§ **EXCERPTED RECORDS**
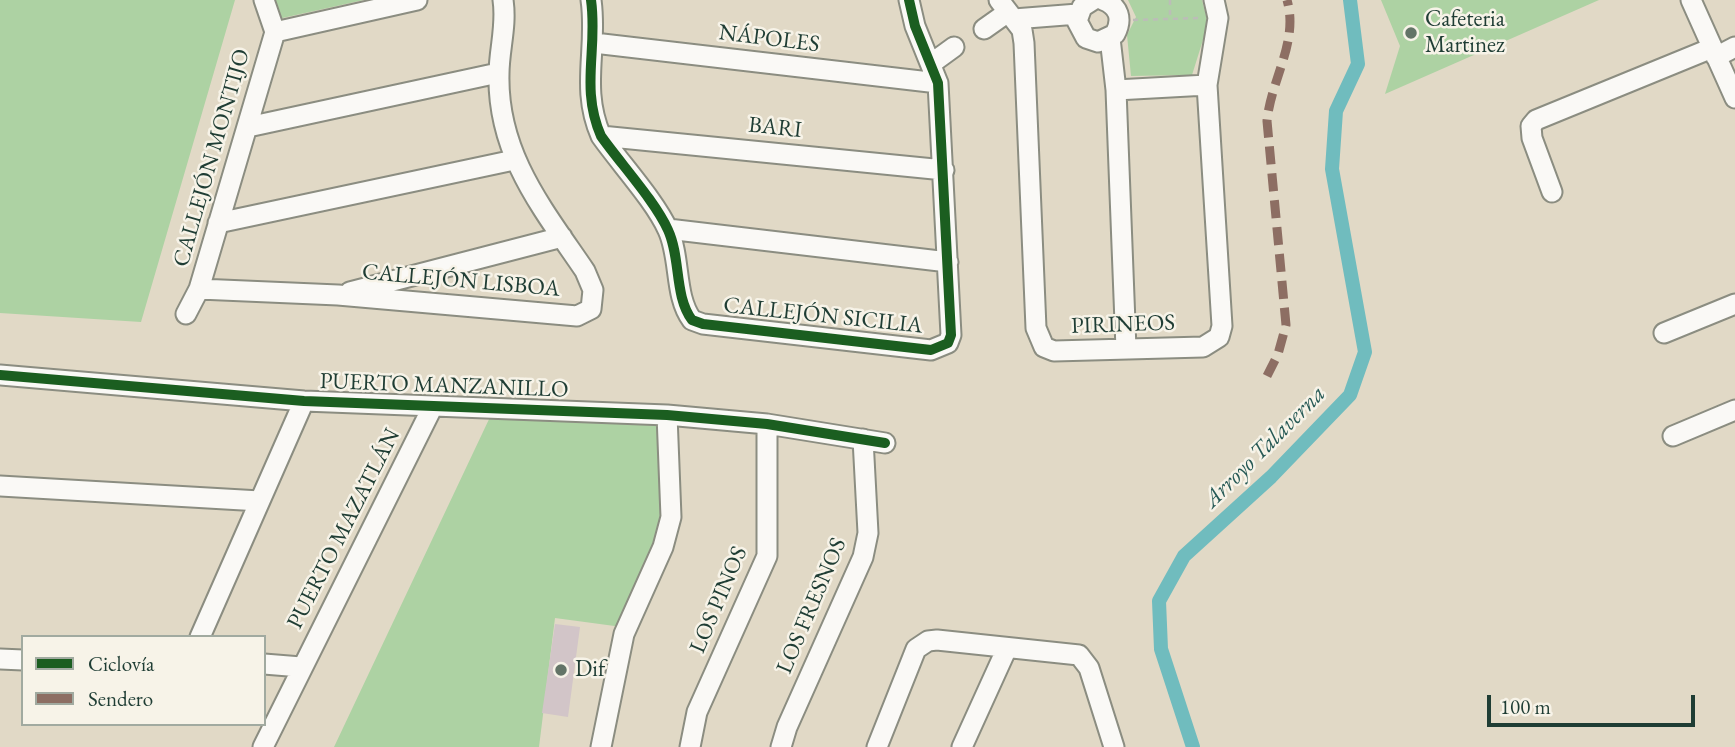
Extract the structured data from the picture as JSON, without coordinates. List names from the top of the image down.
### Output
{
  "streets": {
    "street": [
      "NÁPOLES",
      "BARI",
      "CALLEJÓN MONTIJO",
      "CALLEJÓN LISBOA",
      "CALLEJÓN SICILIA",
      "PIRINEOS",
      "PUERTO MANZANILLO",
      "PUERTO MAZATLÁN",
      "LOS PINOS",
      "LOS FRESNOS"
    ]
  },
  "crossings": [
    ["NÁPOLES", "CALLEJÓN SICILIA"],
    ["BARI", "CALLEJÓN SICILIA"],
    ["CALLEJÓN MONTIJO", "CALLEJÓN LISBOA"],
    ["PUERTO MANZANILLO", "PUERTO MAZATLÁN"],
    ["PUERTO MANZANILLO", "LOS PINOS"],
    ["PUERTO MANZANILLO", "LOS FRESNOS"]
  ],
  "water": ["Arroyo Talaverna"],
  "places": ["Cafeteria Martinez", "Dif"],
  "legend": ["Ciclovía", "Sendero"],
  "scale_bar": "100 m"
}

§ **TASK ITEM**
When a picture appears among the entries, skip it; transcribe everything else exactly.

§ **ANSWER SECTION**
Extract the structured data from the picture as JSON, without coordinates. List names from the top of the image down.
### Output
{
  "streets": {
    "street": [
      "NÁPOLES",
      "BARI",
      "CALLEJÓN MONTIJO",
      "CALLEJÓN LISBOA",
      "CALLEJÓN SICILIA",
      "PIRINEOS",
      "PUERTO MANZANILLO",
      "PUERTO MAZATLÁN",
      "LOS PINOS",
      "LOS FRESNOS"
    ]
  },
  "crossings": [
    ["NÁPOLES", "CALLEJÓN SICILIA"],
    ["BARI", "CALLEJÓN SICILIA"],
    ["CALLEJÓN MONTIJO", "CALLEJÓN LISBOA"],
    ["PUERTO MANZANILLO", "PUERTO MAZATLÁN"],
    ["PUERTO MANZANILLO", "LOS PINOS"],
    ["PUERTO MANZANILLO", "LOS FRESNOS"]
  ],
  "water": ["Arroyo Talaverna"],
  "places": ["Cafeteria Martinez", "Dif"],
  "legend": ["Ciclovía", "Sendero"],
  "scale_bar": "100 m"
}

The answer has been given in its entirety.